Les travailleurs de l’aube
A 5 heures, tous les matins, Myriam descend 15 étages à pied pour aller travailler. A 10 h 15, lorsqu’elle rentre, elle remonte encore à pied. Myriam ne prend plus l’ascenseur depuis qu’elle a failli y rester coincée avec sa fille. Dix ans qu’elle nettoie le Quick de la nationale 3, six jours par semaine. Elle rentre chez elle, elle dort. Elle attend sa fille pour déjeuner puis passe l’après-midi devant la télé. Le lundi, son seul jour de repos, c’est jour de ménage à la maison. « J’aime bien ma vie ici. J’ai 40 ans, je dois travailler. Y a pas de boulot ailleurs, surtout quand t’es noire. »
Martial, maçon, père de deux enfants, part aux aurores lui aussi, mais avec ses cannes à pêche. « Je fais les intérims, il n’y a pas grand-chose en ce moment. On vit comme on peut, on se débrouille. Je trouve des anguilles et des barbillons en bord de Marne. »
Vers 7-8 heures, les pères de Rania, Coralie et Sarah, trois copines de collège, se dirigent vers la zone industrielle, derrière le centre commercial, où se trouve l’entreprise Frisquet, fabricant de chaudières. Ourra, 35 ans, attend le bus pour la gare. « On vit ici par contrainte, parce qu’on ne peut pas trouver mieux ailleurs. J’ai deux heures de train par jour, le week-end, je me repose. Ma seule distraction, c’est d’aller faire les courses au centre commercial. »
Les jeunes des boîtes aux lettres
Les jeunes se comportent à Beauval comme ailleurs. Ils se retrouvent là où ils peuvent. Le plus souvent devant les boîtes aux lettres de la tour. Adama est magasinier à Disney. Malick travaille dans la restauration. Il se rêvait ambulancier. « J’ai cherché une formation, mais le temps est passé… » Moussa a arrêté les cours en 3 e . « J’ai travaillé dans des usines de béton à Cergy (Val-d’Oise) », dit-il. Aujourd’hui, il envoie des CV sans grand succès. « Quand on est là, c’est mal vu. Les gens pensent qu’il y a du trafic ». Moussa assure qu’ils ne font rien d’autre que discuter. « Les gens, on les respecte, on nous l’a appris. »Il y a quand même Myriam, au 15 e , qui peste contre ceux « qui se droguent toute la nuit derrière sa porte », et puis tous les habitants dont les fenêtres donnent sur le parking qui redoutent les interminables barbecues des nuits d’été…
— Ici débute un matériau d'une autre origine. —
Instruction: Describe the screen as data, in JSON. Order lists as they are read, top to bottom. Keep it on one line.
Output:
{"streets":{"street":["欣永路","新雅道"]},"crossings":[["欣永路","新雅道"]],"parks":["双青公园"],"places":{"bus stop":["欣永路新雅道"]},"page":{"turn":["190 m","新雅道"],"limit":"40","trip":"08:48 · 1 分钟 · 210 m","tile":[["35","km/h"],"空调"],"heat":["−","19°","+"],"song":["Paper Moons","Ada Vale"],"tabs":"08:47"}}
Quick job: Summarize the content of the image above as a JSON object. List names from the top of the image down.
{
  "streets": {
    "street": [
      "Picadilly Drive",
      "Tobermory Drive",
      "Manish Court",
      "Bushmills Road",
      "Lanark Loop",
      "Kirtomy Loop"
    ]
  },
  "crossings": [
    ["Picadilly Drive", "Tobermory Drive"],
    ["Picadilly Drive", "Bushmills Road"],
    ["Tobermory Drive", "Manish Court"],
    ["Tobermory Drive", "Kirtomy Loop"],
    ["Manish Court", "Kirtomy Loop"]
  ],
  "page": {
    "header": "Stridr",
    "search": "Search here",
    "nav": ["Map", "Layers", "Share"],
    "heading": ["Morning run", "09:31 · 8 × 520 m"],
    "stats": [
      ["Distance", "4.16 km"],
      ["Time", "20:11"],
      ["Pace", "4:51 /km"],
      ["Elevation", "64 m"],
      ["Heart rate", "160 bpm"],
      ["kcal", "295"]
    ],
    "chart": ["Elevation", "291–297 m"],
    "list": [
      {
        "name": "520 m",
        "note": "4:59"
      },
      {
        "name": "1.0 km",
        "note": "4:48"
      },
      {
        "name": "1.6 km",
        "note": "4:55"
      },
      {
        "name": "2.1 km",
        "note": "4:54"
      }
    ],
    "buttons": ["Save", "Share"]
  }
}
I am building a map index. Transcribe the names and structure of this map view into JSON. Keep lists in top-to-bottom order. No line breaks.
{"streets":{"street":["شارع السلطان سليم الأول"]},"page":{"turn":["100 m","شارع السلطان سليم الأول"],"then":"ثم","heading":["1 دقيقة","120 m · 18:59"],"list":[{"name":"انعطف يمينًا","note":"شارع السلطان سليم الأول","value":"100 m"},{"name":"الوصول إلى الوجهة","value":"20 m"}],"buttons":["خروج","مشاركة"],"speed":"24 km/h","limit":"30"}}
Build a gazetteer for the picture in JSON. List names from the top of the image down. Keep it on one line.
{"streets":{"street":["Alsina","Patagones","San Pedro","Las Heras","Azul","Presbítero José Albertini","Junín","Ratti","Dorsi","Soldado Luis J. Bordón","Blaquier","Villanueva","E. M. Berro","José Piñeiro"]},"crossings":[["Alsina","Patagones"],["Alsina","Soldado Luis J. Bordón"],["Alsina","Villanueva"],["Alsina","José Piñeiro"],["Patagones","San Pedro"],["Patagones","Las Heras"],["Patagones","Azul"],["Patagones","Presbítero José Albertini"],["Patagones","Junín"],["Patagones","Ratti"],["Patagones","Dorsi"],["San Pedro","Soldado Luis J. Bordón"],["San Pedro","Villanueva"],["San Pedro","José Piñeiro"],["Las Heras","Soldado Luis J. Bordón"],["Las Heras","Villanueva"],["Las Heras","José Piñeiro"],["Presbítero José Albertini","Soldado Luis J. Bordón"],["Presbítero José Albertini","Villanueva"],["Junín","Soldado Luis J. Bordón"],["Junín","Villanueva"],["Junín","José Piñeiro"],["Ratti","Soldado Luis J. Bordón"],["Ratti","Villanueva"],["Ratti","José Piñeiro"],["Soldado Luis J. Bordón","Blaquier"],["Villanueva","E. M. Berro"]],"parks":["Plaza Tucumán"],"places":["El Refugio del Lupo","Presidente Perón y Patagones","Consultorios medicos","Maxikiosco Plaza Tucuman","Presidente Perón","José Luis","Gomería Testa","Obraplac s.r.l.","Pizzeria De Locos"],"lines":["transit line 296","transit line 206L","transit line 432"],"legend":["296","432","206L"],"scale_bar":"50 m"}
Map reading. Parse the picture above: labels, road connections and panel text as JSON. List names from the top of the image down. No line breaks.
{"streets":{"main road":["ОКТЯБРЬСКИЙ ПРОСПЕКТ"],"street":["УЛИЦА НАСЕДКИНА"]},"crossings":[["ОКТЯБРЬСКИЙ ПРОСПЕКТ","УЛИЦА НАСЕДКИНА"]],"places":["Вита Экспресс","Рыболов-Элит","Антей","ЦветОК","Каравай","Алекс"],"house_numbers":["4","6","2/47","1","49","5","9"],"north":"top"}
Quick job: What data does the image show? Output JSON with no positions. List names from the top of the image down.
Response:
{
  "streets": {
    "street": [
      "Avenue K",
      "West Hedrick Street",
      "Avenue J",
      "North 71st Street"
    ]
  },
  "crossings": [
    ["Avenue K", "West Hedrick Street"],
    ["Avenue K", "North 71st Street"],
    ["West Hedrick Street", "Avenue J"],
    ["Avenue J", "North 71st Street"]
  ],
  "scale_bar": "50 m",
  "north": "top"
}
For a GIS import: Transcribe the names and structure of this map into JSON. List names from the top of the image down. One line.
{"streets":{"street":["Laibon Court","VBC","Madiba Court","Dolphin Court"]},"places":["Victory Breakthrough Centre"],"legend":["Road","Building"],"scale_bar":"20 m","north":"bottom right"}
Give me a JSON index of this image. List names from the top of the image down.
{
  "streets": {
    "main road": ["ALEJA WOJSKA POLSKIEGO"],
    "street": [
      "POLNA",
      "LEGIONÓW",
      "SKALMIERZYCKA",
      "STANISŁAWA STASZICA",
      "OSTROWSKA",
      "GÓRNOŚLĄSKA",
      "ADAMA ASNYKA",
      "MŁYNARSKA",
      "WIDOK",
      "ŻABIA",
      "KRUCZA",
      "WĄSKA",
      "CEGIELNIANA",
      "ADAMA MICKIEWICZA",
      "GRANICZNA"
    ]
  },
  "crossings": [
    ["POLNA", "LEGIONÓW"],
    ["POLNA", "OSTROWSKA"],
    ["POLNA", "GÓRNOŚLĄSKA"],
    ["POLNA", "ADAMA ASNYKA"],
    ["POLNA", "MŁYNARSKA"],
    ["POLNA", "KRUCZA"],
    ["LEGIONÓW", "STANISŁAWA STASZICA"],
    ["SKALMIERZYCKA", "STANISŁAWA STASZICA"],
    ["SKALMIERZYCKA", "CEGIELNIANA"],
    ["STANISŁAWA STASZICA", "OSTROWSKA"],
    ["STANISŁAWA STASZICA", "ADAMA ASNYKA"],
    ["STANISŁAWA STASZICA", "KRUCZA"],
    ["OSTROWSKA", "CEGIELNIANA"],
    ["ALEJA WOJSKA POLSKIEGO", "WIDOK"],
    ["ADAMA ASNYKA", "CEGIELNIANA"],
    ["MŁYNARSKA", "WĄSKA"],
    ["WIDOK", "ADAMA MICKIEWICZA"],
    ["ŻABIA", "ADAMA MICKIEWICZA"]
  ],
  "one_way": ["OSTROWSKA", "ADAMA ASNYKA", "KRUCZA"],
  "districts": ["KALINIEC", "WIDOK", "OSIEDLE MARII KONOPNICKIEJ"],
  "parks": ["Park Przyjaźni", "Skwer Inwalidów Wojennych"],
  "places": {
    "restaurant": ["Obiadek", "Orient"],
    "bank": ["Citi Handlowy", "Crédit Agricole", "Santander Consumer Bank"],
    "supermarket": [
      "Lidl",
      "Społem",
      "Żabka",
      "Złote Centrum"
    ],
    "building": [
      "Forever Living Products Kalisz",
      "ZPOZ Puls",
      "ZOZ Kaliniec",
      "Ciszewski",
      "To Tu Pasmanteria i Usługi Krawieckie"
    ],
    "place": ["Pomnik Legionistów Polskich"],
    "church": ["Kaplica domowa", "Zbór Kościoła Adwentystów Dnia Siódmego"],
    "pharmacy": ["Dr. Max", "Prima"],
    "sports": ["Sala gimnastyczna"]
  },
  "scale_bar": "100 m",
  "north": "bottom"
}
Les jeunes répondent qu’ils n’ont nulle part où se retrouver pour draguer, fumer, se défouler. « On avait un terrain de foot, ils nous l’ont retiré parce qu’on faisait trop de bruit, déplore Moussa. Alors on joue ici, devant l’immeuble. » Au fil de la discussion, Adama admet que « quand on habitait Collinet (NDLR : l’autre quartier sensible de la ville) , on oscillait entre délinquance et honnêteté. On a volé des voitures à 14 ans, mais jamais pire que ça… » Malick travaille depuis qu’il a 22 ans. « Nous, on a pris le bon chemin, dit-il. On a des copains qui ont mal fini et qui ont pris dix ans pour trafic. » 16 h 35, l’heure de pointe aux ascenseurs Les couloirs de l’immeuble sont plutôt calmes l’après-midi. Une femme efface des traces de roues de vélo laissées sur le sol. Nataf, 35 ans, quatre enfants, un mari commis de cuisine à La Défense, couche le petit dernier et en profite pour faire un brin de ménage. Un moment de répit avant la tornade de 16 h 30, l’heure où les enfants sortent en courant de l’école, traversent l’impasse et s’engouffrent dans le hall.
A 16 h 35, c’est l’heure de pointe aux ascenseurs.
Ils sont quatre derrière la poussette de Marie-Dominique. Comme toutes les mamans, elle vit au rythme des enfants. A elle de les préparer le matin, de les récupérer à 11 h 30. A midi, c’est la course.
Elle fait au plus simple, dépose un plat de Knacki et des crèmes dessert sur la table basse. Les inscrire à la cantine coûterait trop cher : « Pour avoir les aides, il faut toucher le smic. » Le soir, c’est encore la course. Il n’y a guère que Lydia qui trouve le temps de lire et de participer aux ateliers du centre Louis-Aragon. Son fils, Jean-Daniel, 7 ans, sera « conducteur de TGV ». Un jour elle écrira son histoire. Celle d’une cadre au Congo, employée à la direction d’une compagnie aérienne, obligée de quitter le pays avec un nourrisson. Sans papiers en France, elle est logée par une association dans un coquet deux-pièces et attend de « pouvoir faire grandir son fils dans un endroit plus calme ».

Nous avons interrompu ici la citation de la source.